Source material:
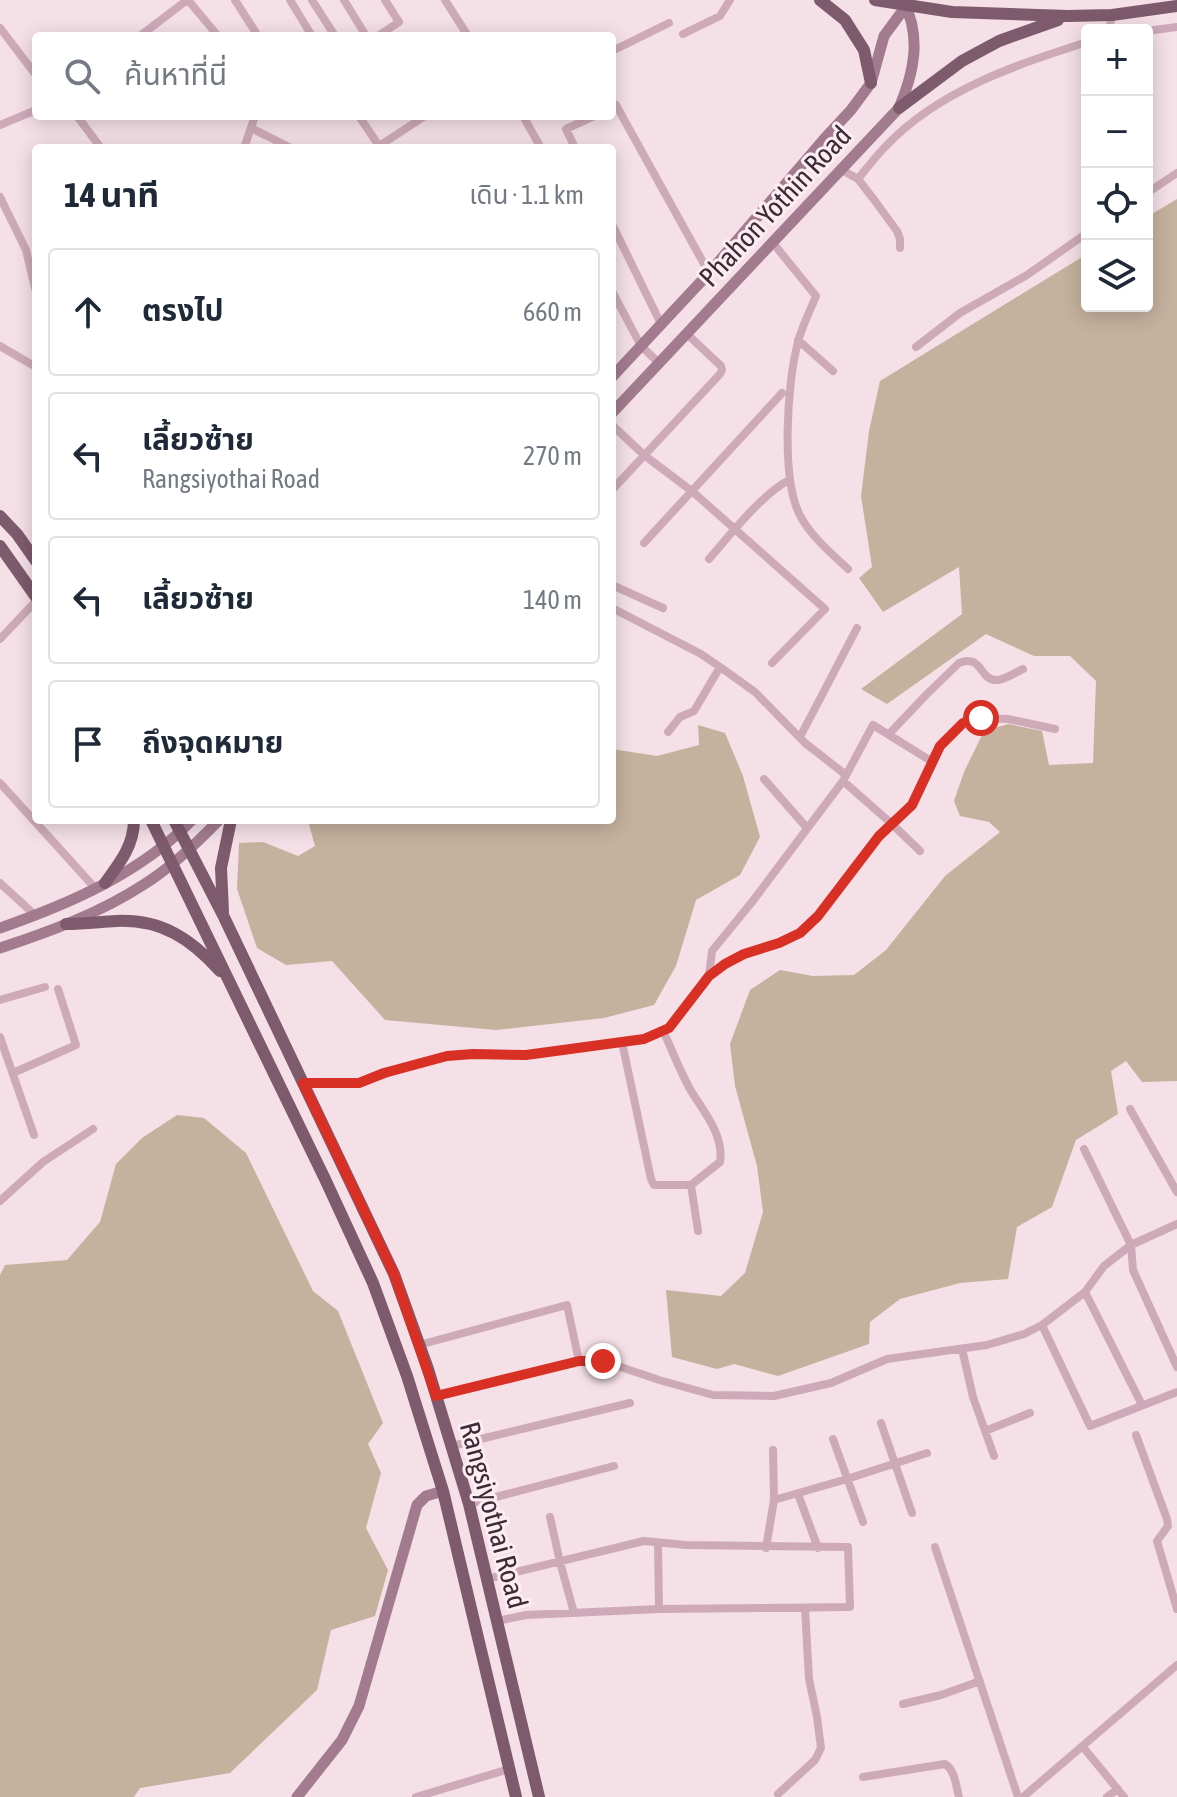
<!DOCTYPE html>
<html lang="th">
<head>
<meta charset="utf-8">
<style>
  body { margin:0; font-family:"Asap Condensed","Noto Sans Thai",sans-serif; background:#f6f6f7; color:#1f2937 }
  .controls { position:absolute; right:24px; top:24px; display:grid; overflow:hidden; border-radius:8px; box-shadow:0 4px 20px #0003 }
  .controls button { width:72px; height:72px; display:grid; place-items:center; padding:0; border:0; border-bottom:2px solid #e0e1e3; background:#fff; color:#1f2937; font:40px sans-serif }
  .stop { position:absolute; width:24px; height:24px; margin:-18px; border:6px solid #d93025; border-radius:50%; background:#fff }
  .stop.end { background:#d93025; border-color:#fff; box-shadow:0 2px 8px #0008 }
  .list { margin:0; padding:0; list-style:none }
  h2 { display:flex; justify-content:space-between; align-items:center; height:104px; margin:0; padding:0 32px; font-size:34px }
  h2 small { font-size:26px; font-weight:400; color:#747a83 }
  .list li { display:grid; grid-template-columns:52px 1fr auto; gap:24px; align-items:center; box-sizing:border-box; height:128px; margin:0 16px 16px; padding:0 16px; border:2px solid #e0e1e3; border-radius:8px }
  .list b { display:block; font-size:30px; white-space:nowrap }
  .list p { margin:0; font-size:26px; white-space:nowrap; color:#747a83 }
  .list em { font-size:26px; font-style:normal; color:#747a83 }
  .icon { flex:none; width:44px; height:44px; fill:none; stroke:currentColor; stroke-width:2; stroke-linecap:round; stroke-linejoin:round }
  .map { position:relative; flex:none; width:1177px; height:1797px; overflow:hidden }
  .search { position:absolute; background:#fff; box-shadow:0 4px 20px #0003; left:32px; top:32px; width:584px; height:88px; display:flex; align-items:center; gap:20px; box-sizing:border-box; padding:0 28px; border-radius:8px; color:#747a83; font-size:30px }
  .panel { position:absolute; background:#fff; box-shadow:0 4px 20px #0003; left:32px; top:144px; width:584px; height:680px; border-radius:8px }
  .map>svg:first-child { display:block }
  .green { fill:#c6b19e }
  .lines { fill:none; stroke-linecap:round; stroke-linejoin:round }
  .street { stroke:#ceaab9; stroke-width:8 }
  .secondary { stroke:#a37b8f; stroke-width:11 }
  .primary { stroke:#7e5a6d; stroke-width:12 }
  .route { stroke:#d93025; stroke-width:10 }
  .labels { text-anchor:middle; dominant-baseline:central; stroke-width:6; stroke-linejoin:round; paint-order:stroke }
  .street-label { font-size:28px; fill:#3c2a34; stroke:#fcedf2 }
</style>
</head>
<body>
<div class="map">
<svg width="1177" height="1797" viewBox="0 0 1177 1797">
  <rect width="100%" height="100%" fill="#f5e0e7"/>
  <path class="green" d="M1177 199V1081L1142 1082 1126 1061 1111 1071 1118 1114 1076 1140 1052 1207 1017 1227 1008 1279 960 1283 900 1299 870 1322 869 1344 778 1376 734 1364 717 1369 672 1357 666 1290 721 1296 745 1273 763 1212 757 1166 735 1086 730 1044 750 990 780 970 813 976 854 975 886 950 945 876 1000 832 989 822 960 816 954 801 964 772 984 731 1008 724 1042 731 1049 765 1093 763 1096 681 1070 656H1034L986 634 887 704 861 689 962 614 959 567 883 612 859 578 872 567 861 496 869 431 880 381 1087 254V306H1147V217Z
    M698 725 725 733 743 776 760 837 740 875 696 900 676 966 654 1005 604 1018 496 1030 385 1020 332 961 286 965 257 948 237 889 239 843 263 842 298 856 315 846 308 821 312 820H612V749L657 756 699 745Z
    M177 1115 204 1118 246 1153 313 1291 338 1311 383 1423 368 1444 381 1473 366 1528 388 1570 375 1616 331 1630 317 1690 230 1773 140 1788 134 1797H0V1275L5 1265 67 1260 100 1222 116 1164 142 1138Z"/>
  <g class="lines">
    <path class="street" d="M188 0 218 36
      M235 0 258 36
      M290 0 312 36
      M312 0 335 36
      M344 0 366 36
      M445 0 468 36
      M0 28 36 75
      M1109 30 1112 15
      M1147 31 1177 27
      M683 34 720 16 730 0
      M140 36 187 0
      M378 36 399 22 385 0
      M612 51 669 23
      M612 107 616 105 709 273
      M77 116 101 148
      M359 116 379 146 425 116
      M523 116 541 148
      M0 125 36 110
      M251 128 291 148
      M244 148 255 116
      M575 148 566 129 594 116
      M842 170 858 179 875 201 897 231 900 239V248
      M858 179C867 168 876 156 886 146 939 90 1016 65 1087 42
      M1147 193 1177 173
      M0 197 26 250 36 292
      M612 224 661 324
      M773 243 816 296C810 311 802 326 798 342 787 382 780 484 802 519 813 538 832 554 848 569
      M612 291 641 346 659 363
      M798 340 833 371
      M0 346 36 367
      M916 347 960 313 1027 275 1087 233
      M612 425 644 455 693 492 825 609 772 663
      M612 490 720 374 722 370 721 366 687 334
      M644 543 782 393
      M709 559C729 536 762 494 789 480
      M612 585 663 608
      M612 608 701 654 720 667 755 692 805 743 846 775
      M0 639 36 601
      M668 732 680 717 694 711 720 667
      M889 734 926 695 959 663C983 653 979 682 998 680 1006 679 1016 672 1023 669
      M800 737 857 628
      M764 779 807 828
      M843 781 892 824 920 851
      M0 783 95 888
      M0 883 36 916
      M709 976 712 951 752 902 843 781 873 725 931 761
      M0 1000 45 987
      M0 1037 34 1135
      M622 1042 651 1179 654 1185H691L720 1162C724 1137 706 1114 693 1094 681 1075 673 1051 663 1031
      M13 1073 76 1045 58 989
      M303 1083H359L415 1064 447 1056 473 1054 526 1055 644 1039 669 1028 709 976 725 964 744 954 779 943 800 933 818 916 879 836 912 805 940 746 963 723 981 718 1008 719 1055 729
      M1130 1109 1177 1192
      M1084 1149 1131 1245 1133 1270 1177 1367
      M691 1185 698 1231
      M0 1201 43 1162 93 1129
      M1085 1292 1142 1405
      M1042 1325 1090 1426 1177 1392
      M419 1345 567 1305 579 1361
      M962 1349 973 1397 994 1456
      M436 1396 579 1361H603L659 1380 713 1395 774 1396 831 1383 887 1359 987 1345 1024 1334 1042 1325 1085 1292 1104 1266 1131 1245 1177 1224
      M881 1423 912 1513
      M985 1431 1030 1413
      M1136 1435 1167 1519 1168 1526 1157 1541 1177 1609
      M833 1439 863 1522
      M452 1446 630 1403
      M798 1494 818 1548
      M774 1500 847 1479 927 1453
      M469 1504 614 1466
      M550 1517 560 1562 574 1613
      M658 1543 659 1609
      M935 1547 1018 1797
      M766 1548 774 1500 773 1450
      M487 1579 644 1541 686 1545 848 1547 850 1607 659 1609 526 1615 497 1621
      M903 1704 941 1695 980 1681
      M1083 1747 1124 1797
      M863 1777 945 1764C955 1770 956 1786 959 1797
      M778 1794 815 1760 821 1748 817 1717 809 1679 805 1608
      M416 1797 509 1769
      M1023 1797 1177 1665
      M1107 1797 1118 1789"/>
    <path class="secondary" d="M612 377 709 273 825 138 851 110 871 83 884 36 909 2
      M612 413 899 108C914 73 922 36 903 1
      M0 928C69 904 141 873 192 820
      M0 948C49 932 100 913 143 885 172 867 196 844 219 820
      M297 1797 342 1740 359 1706 417 1505 426 1496 443 1491"/>
    <path class="primary" d="M820 0 845 20 864 50 871 83
      M875 0 952 12 1068 16 1112 15 1177 6
      M899 108 962 61 999 41 1058 20
      M0 516 17 534 36 561
      M0 546 36 597
      M151 820 325 1179 373 1283 407 1376 443 1491 516 1797
      M174 820 223 915 394 1274 428 1369 469 1504 539 1797
      M105 883C120 863 134 845 134 820
      M223 912 221 868 231 820
      M66 924C83 924 99 922 116 921 162 919 191 939 220 971"/>
  </g>
  <g class="lines">
    <path class="route" d="M603 1361H579L436 1396 394 1274 303 1083H359L384 1073 447 1056 473 1054 526 1055 644 1039 669 1028 709 976 725 964 744 954 779 943 800 933 818 916 879 836 912 805 940 746 963 723 981 718"/>
  </g>
  <g class="labels">
    <g class="street-label">
      <text transform="translate(775 206) rotate(-47)">Phahon Yothin Road</text>
      <text transform="translate(494 1515) rotate(75)">Rangsiyothai Road</text>
    </g>
  </g>
</svg>
<div class="controls">
<button>+</button>
<button>−</button>
<button><svg class="icon" aria-label="locate" viewBox="0 0 24 24"><circle cx="12" cy="12" r="6"/><path d="M12 2v4M12 18v4M2 12h4M18 12h4"/></svg></button>
<button><svg class="icon" aria-label="layers" viewBox="0 0 24 24"><path d="M12 4l9 5-9 5-9-5zM3 14l9 5 9-5"/></svg></button>
</div>
<div class="stop" style="left:981px;top:718px"></div>
<div class="stop end" style="left:603px;top:1361px"></div>
<div class="search"><svg class="icon" aria-label="search" viewBox="0 0 24 24"><circle cx="10" cy="10" r="6"/><path d="M15 15l6 6"/></svg>ค้นหาที่นี่</div>
<section class="panel">
<h2>14 นาที<small>เดิน · 1.1 km</small></h2>
<ul class="list">
<li><svg class="icon" aria-label="ahead" viewBox="0 0 24 24"><path d="M12 20V5M6 11l6-6 6 6"/></svg><div><b>ตรงไป</b></div><em>660 m</em></li>
<li><svg class="icon" aria-label="left" viewBox="0 0 24 24"><path d="M17 20v-9H6M10 6l-5 5 5 5"/></svg><div><b>เลี้ยวซ้าย</b><p>Rangsiyothai Road</p></div><em>270 m</em></li>
<li><svg class="icon" aria-label="left" viewBox="0 0 24 24"><path d="M17 20v-9H6M10 6l-5 5 5 5"/></svg><div><b>เลี้ยวซ้าย</b></div><em>140 m</em></li>
<li><svg class="icon" aria-label="arrive" viewBox="0 0 24 24"><path d="M6 21V4h12l-3 4 3 4H6"/></svg><div><b>ถึงจุดหมาย</b></div></li>
</ul>
</section>
</div>
</body>
</html>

Required work:
From the data above, return every line from the line that has "M452 1446 630 1403" up to and including the line that has "864 50 871 83", exactly.

Completed exercise:
      M452 1446 630 1403
      M798 1494 818 1548
      M774 1500 847 1479 927 1453
      M469 1504 614 1466
      M550 1517 560 1562 574 1613
      M658 1543 659 1609
      M935 1547 1018 1797
      M766 1548 774 1500 773 1450
      M487 1579 644 1541 686 1545 848 1547 850 1607 659 1609 526 1615 497 1621
      M903 1704 941 1695 980 1681
      M1083 1747 1124 1797
      M863 1777 945 1764C955 1770 956 1786 959 1797
      M778 1794 815 1760 821 1748 817 1717 809 1679 805 1608
      M416 1797 509 1769
      M1023 1797 1177 1665
      M1107 1797 1118 1789"/>
    <path class="secondary" d="M612 377 709 273 825 138 851 110 871 83 884 36 909 2
      M612 413 899 108C914 73 922 36 903 1
      M0 928C69 904 141 873 192 820
      M0 948C49 932 100 913 143 885 172 867 196 844 219 820
      M297 1797 342 1740 359 1706 417 1505 426 1496 443 1491"/>
    <path class="primary" d="M820 0 845 20 864 50 871 83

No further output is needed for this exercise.